Prompt =
Among the entries, find the lines with the string "Edgewood" and copy them.

Data shown =
§ §

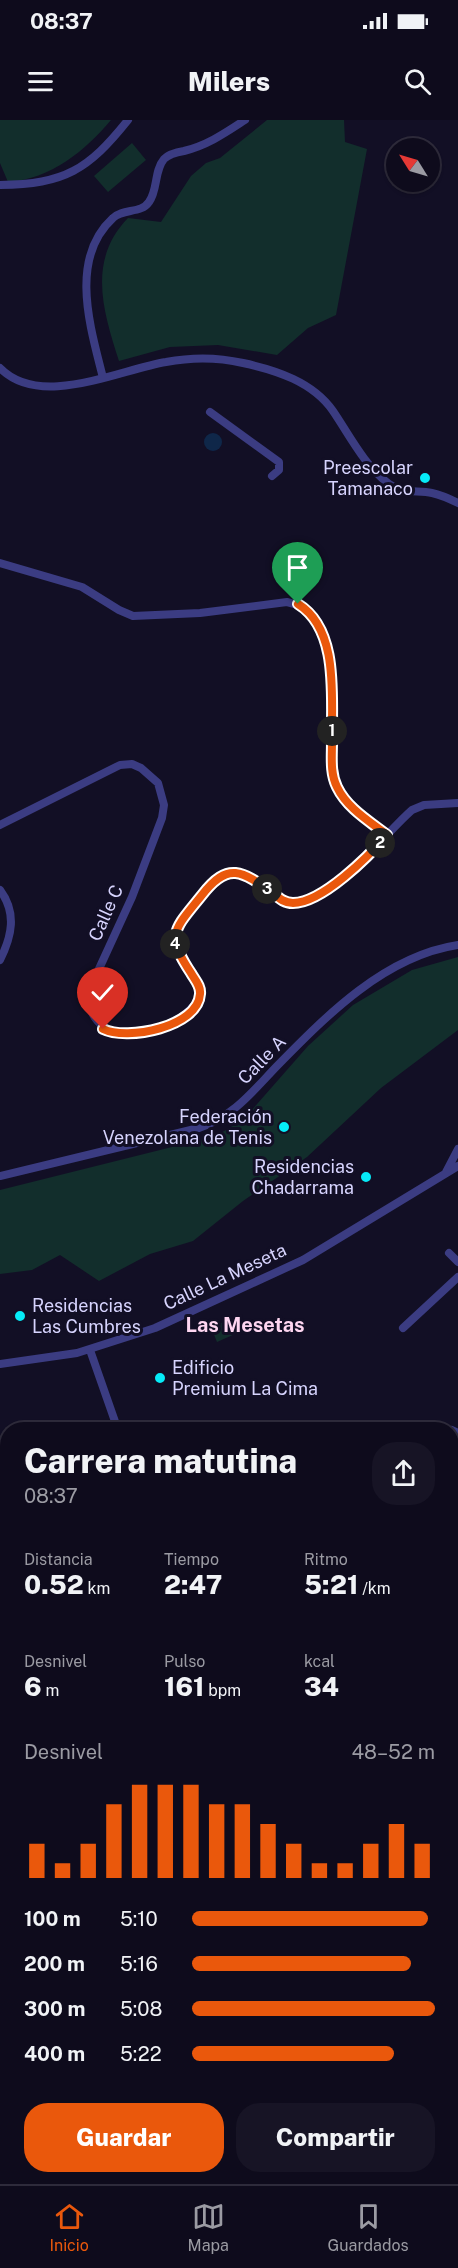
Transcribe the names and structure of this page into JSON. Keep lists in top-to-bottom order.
{
  "streets": {
    "street": ["Calle C", "Calle A", "Calle La Meseta"]
  },
  "districts": ["Las Mesetas"],
  "places": [
    "Preescolar Tamanaco",
    "Federación Venezolana de Tenis",
    "Residencias Chadarrama",
    "Residencias Las Cumbres",
    "Edificio Premium La Cima"
  ],
  "north": "top left",
  "page": {
    "status": "08:37",
    "header": "Milers",
    "pins": [
      "1",
      "2",
      "3",
      "4"
    ],
    "heading": ["Carrera matutina", "08:37"],
    "stats": [
      ["Distancia", "0.52 km"],
      ["Tiempo", "2:47"],
      ["Ritmo", "5:21 /km"],
      ["Desnivel", "6 m"],
      ["Pulso", "161 bpm"],
      ["kcal", "34"]
    ],
    "chart": ["Desnivel", "48–52 m"],
    "list": [
      {
        "name": "100 m",
        "note": "5:10"
      },
      {
        "name": "200 m",
        "note": "5:16"
      },
      {
        "name": "300 m",
        "note": "5:08"
      },
      {
        "name": "400 m",
        "note": "5:22"
      }
    ],
    "buttons": ["Guardar", "Compartir"],
    "tabs": ["Inicio", "Mapa", "Guardados"]
  }
}
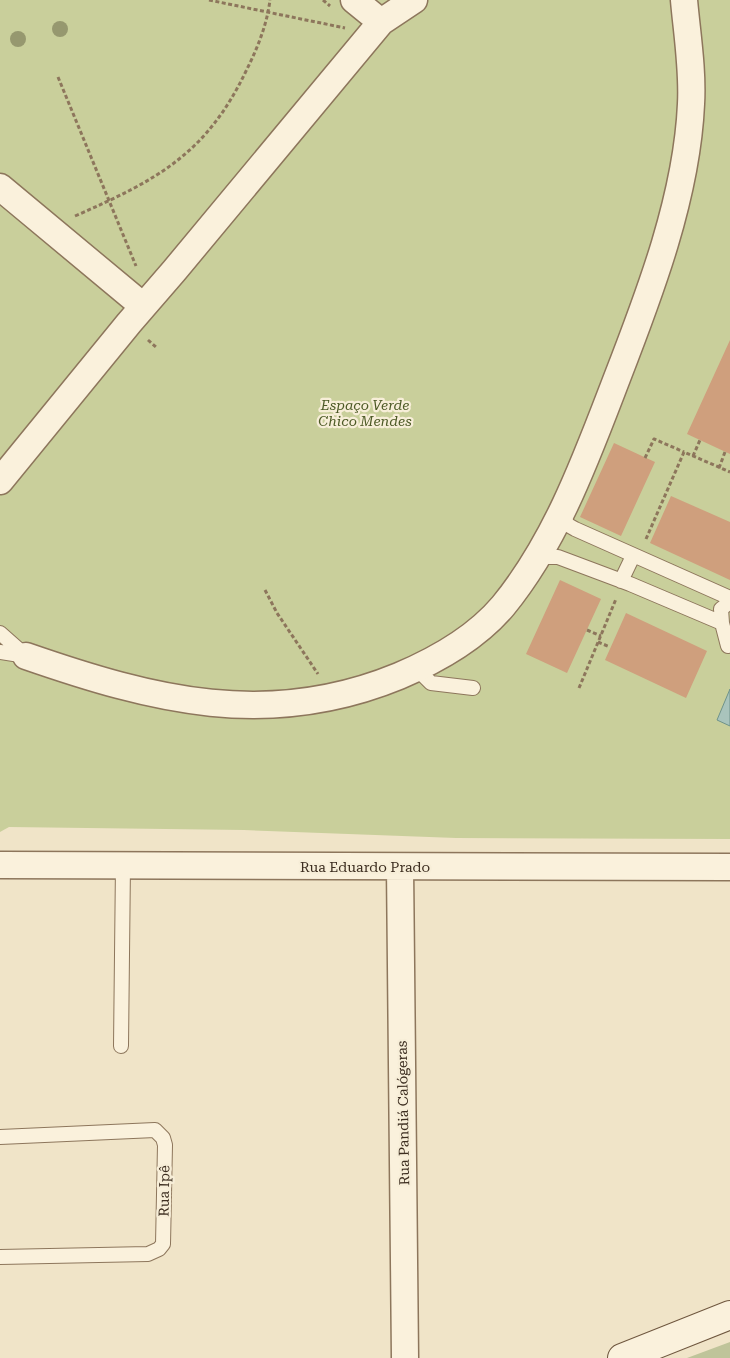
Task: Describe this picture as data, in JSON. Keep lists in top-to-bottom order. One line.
{"streets":{"street":["Rua Eduardo Prado","Rua Pandiá Calógeras"],"lane":["Rua Ipê"]},"crossings":[["Rua Eduardo Prado","Rua Pandiá Calógeras"]],"parks":["Espaço Verde Chico Mendes"]}
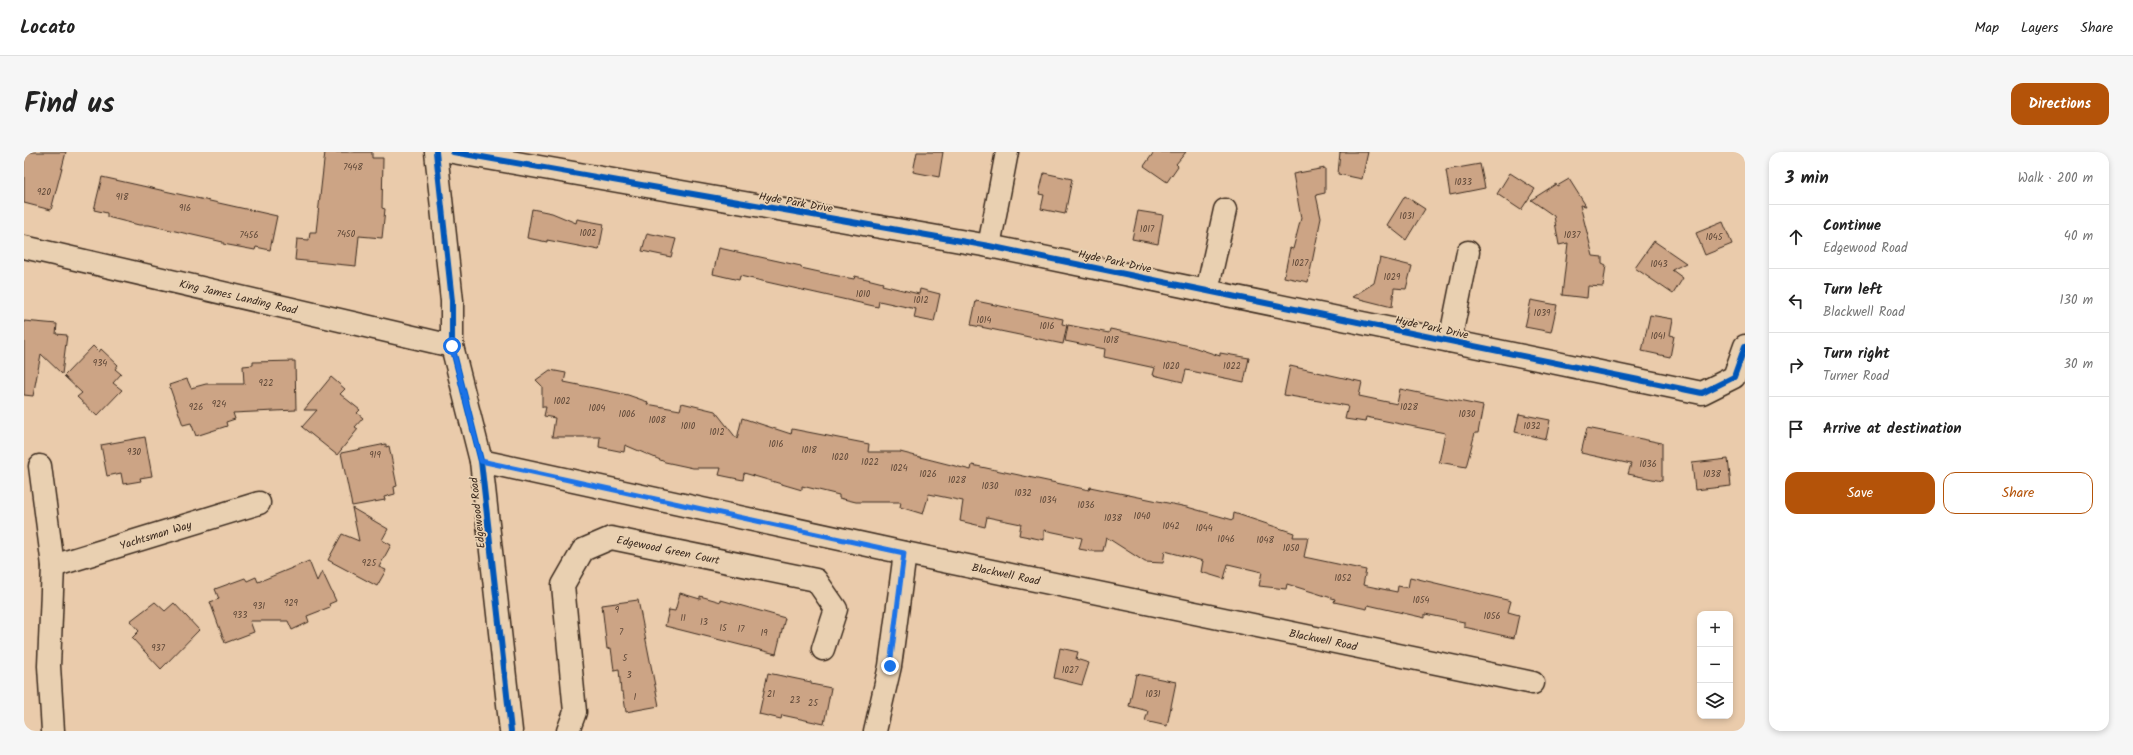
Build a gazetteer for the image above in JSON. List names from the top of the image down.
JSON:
{
  "streets": {
    "street": [
      "Hyde Park Drive",
      "King James Landing Road",
      "Edgewood Road",
      "Yachtsman Way",
      "Edgewood Green Court",
      "Blackwell Road"
    ]
  },
  "crossings": [
    ["King James Landing Road", "Edgewood Road"],
    ["Edgewood Road", "Blackwell Road"]
  ],
  "house_numbers": [
    "7448",
    "1033",
    "920",
    "918",
    "916",
    "1031",
    "1017",
    "1002",
    "7450",
    "7456",
    "1037",
    "1045",
    "1027",
    "1043",
    "1029",
    "1010",
    "1012",
    "1039",
    "1014",
    "1016",
    "1041",
    "1018",
    "934",
    "1020",
    "1022",
    "922",
    "1002",
    "924",
    "926",
    "1028",
    "1004",
    "1006",
    "1030",
    "1008",
    "1010",
    "1032",
    "1012",
    "1016",
    "1018",
    "930",
    "919",
    "1020",
    "1022",
    "1036",
    "1024",
    "1026",
    "1038",
    "1028",
    "1030",
    "1032",
    "1034",
    "1036",
    "1040",
    "1038",
    "1042",
    "1044",
    "1046",
    "1048",
    "1050",
    "925",
    "1052",
    "1054",
    "929",
    "931",
    "9",
    "933",
    "1056",
    "11",
    "13",
    "15",
    "17",
    "7",
    "19",
    "937",
    "5",
    "1027",
    "3",
    "21",
    "1031",
    "1",
    "23",
    "25"
  ],
  "page": {
    "header": "Locato",
    "nav": ["Map", "Layers", "Share"],
    "title": "Find us",
    "buttons": [
      "Directions",
      ["Save", "Share"]
    ],
    "heading": ["3 min", "Walk · 200 m"],
    "list": [
      ["Continue", "Edgewood Road", "40 m"],
      ["Turn left", "Blackwell Road", "130 m"],
      ["Turn right", "Turner Road", "30 m"],
      "Arrive at destination"
    ],
    "map_buttons": ["+", "−"]
  }
}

§ §

Solution =
      "Edgewood Road",
      "Edgewood Green Court",
    ["King James Landing Road", "Edgewood Road"],
    ["Edgewood Road", "Blackwell Road"]
      ["Continue", "Edgewood Road", "40 m"],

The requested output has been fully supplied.